The house is so still this morning, I see myself in every object and perceive them as companionable. My family shares our home with things we admired, wanted, needed, received, surrendered to. Sometimes these things have their own voices, announcing their provenance as your eye falls on them:
- a drawing an art teacher at my old school gave me, a casual doodle that once seemed the dissected limb of an alien but now, sun worn, returns to whiteness again.

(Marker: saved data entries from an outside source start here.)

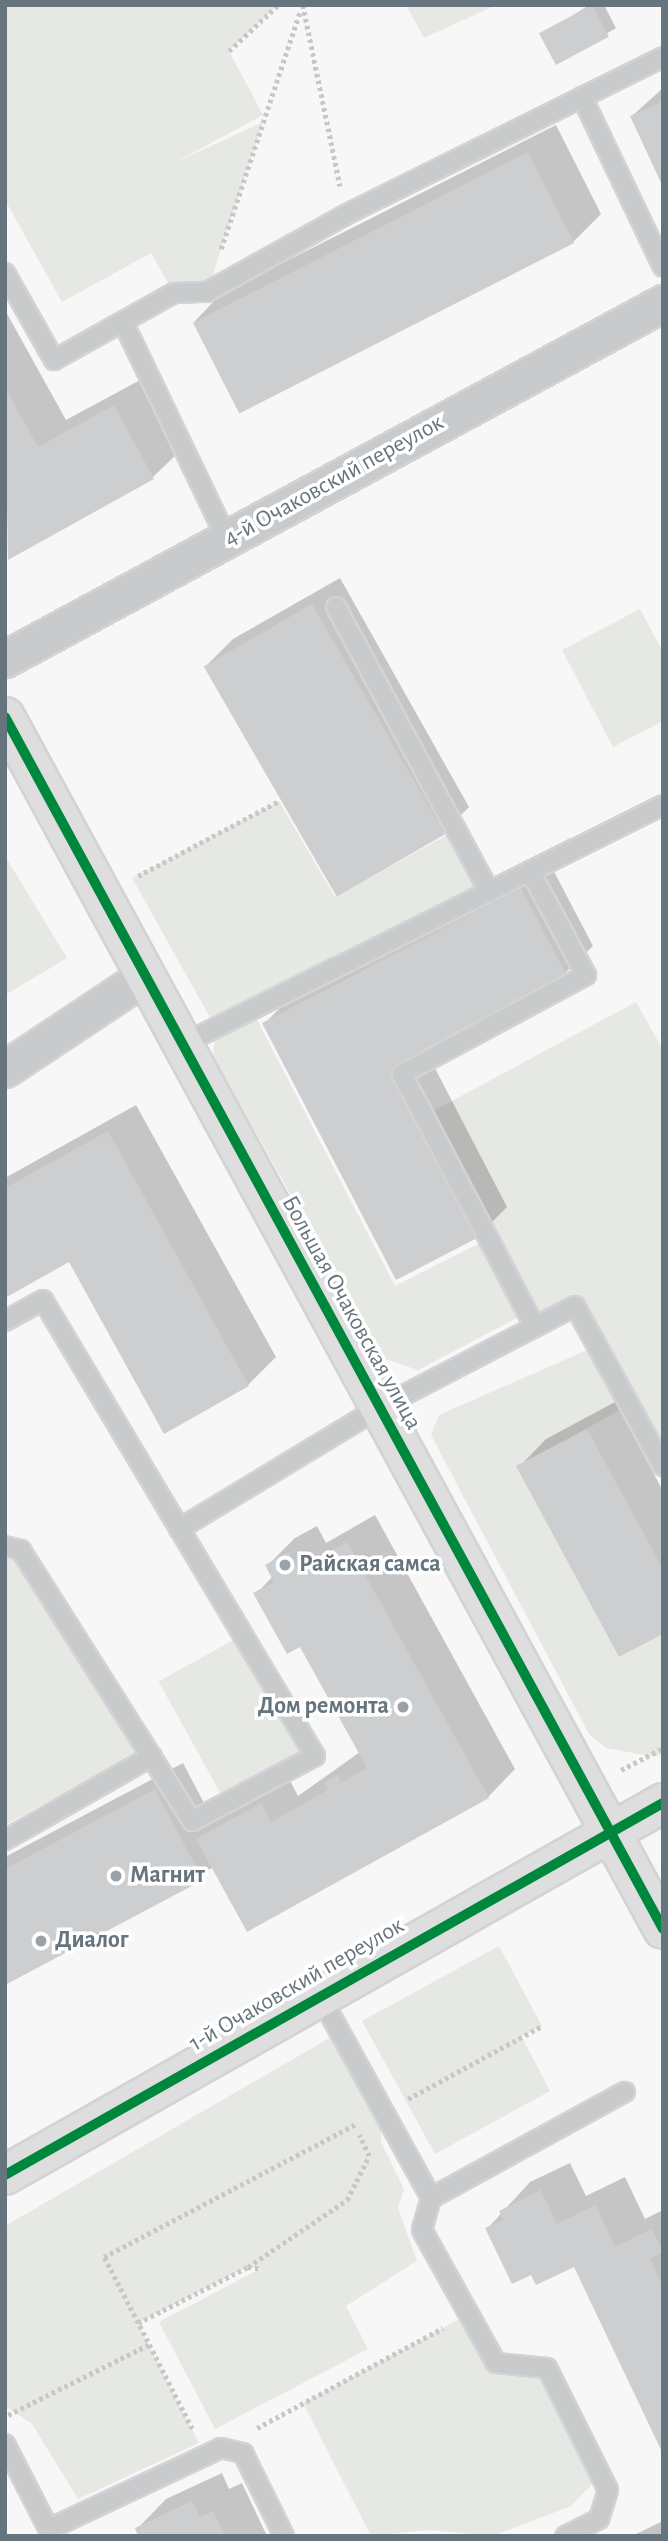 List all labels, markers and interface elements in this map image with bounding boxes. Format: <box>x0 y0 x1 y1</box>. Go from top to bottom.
street label: 4-й Очаковский переулок <box>219 409 449 553</box>
street label: Большая Очаковская улица <box>275 1191 427 1435</box>
place label: Райская самса <box>299 1551 441 1579</box>
marker: Райская самса <box>277 1557 293 1573</box>
place label: Дом ремонта <box>258 1693 389 1721</box>
marker: Дом ремонта <box>395 1699 411 1715</box>
place label: Магнит <box>130 1862 205 1890</box>
marker: Магнит <box>108 1868 124 1884</box>
street label: 1-й Очаковский переулок <box>184 1912 410 2058</box>
place label: Диалог <box>55 1927 129 1955</box>
marker: Диалог <box>33 1933 49 1949</box>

- my daughter’s backpack beached beside the chair we threw it out of
- boots and shoes on a mat by the door, speaking the desperation with which they were thrown off, home at last—their hulls bump as if some unseen current moved them
- the cutting board squeezed between the drainer and the sink wall in the part we never use, the board’s face scratched and scarred with incidental art
- a nearly finished sweater, a Christmas present from mother to daughter—green nearly black in the twilight this time of day—draped over the back of the couch and trailing yarn to the floor. It looks marine to me, a sinuous creature attenuated by life in the sea and unsuited to gravity
- a badly stacked pile of folded New York Times Book Reviews, all unread, their half-faces staring up blankly
Meanwhile, as I create this list, the day stirs. Three floors down, someone scrapes the sidewalk of last night’s snow. Upstairs, my wife clicks the computer mouse. These noises don’t advance time as a watch ticking does, but, irregular as they are, they mark moments as well, alerting me to the doing I ought to start too. The L passes. The heater kicks to life—the blower followed by the throat-clearing ignition of flames to heat air. No silence will stay. I can’t stay. Light, even the gray light of an overcast day, demands motion.
Maybe things watch me as I do them, each of us having our instant of visibility, our utterance, our place, our beginning, our purpose. Something calls us, and we are. Something prods me on.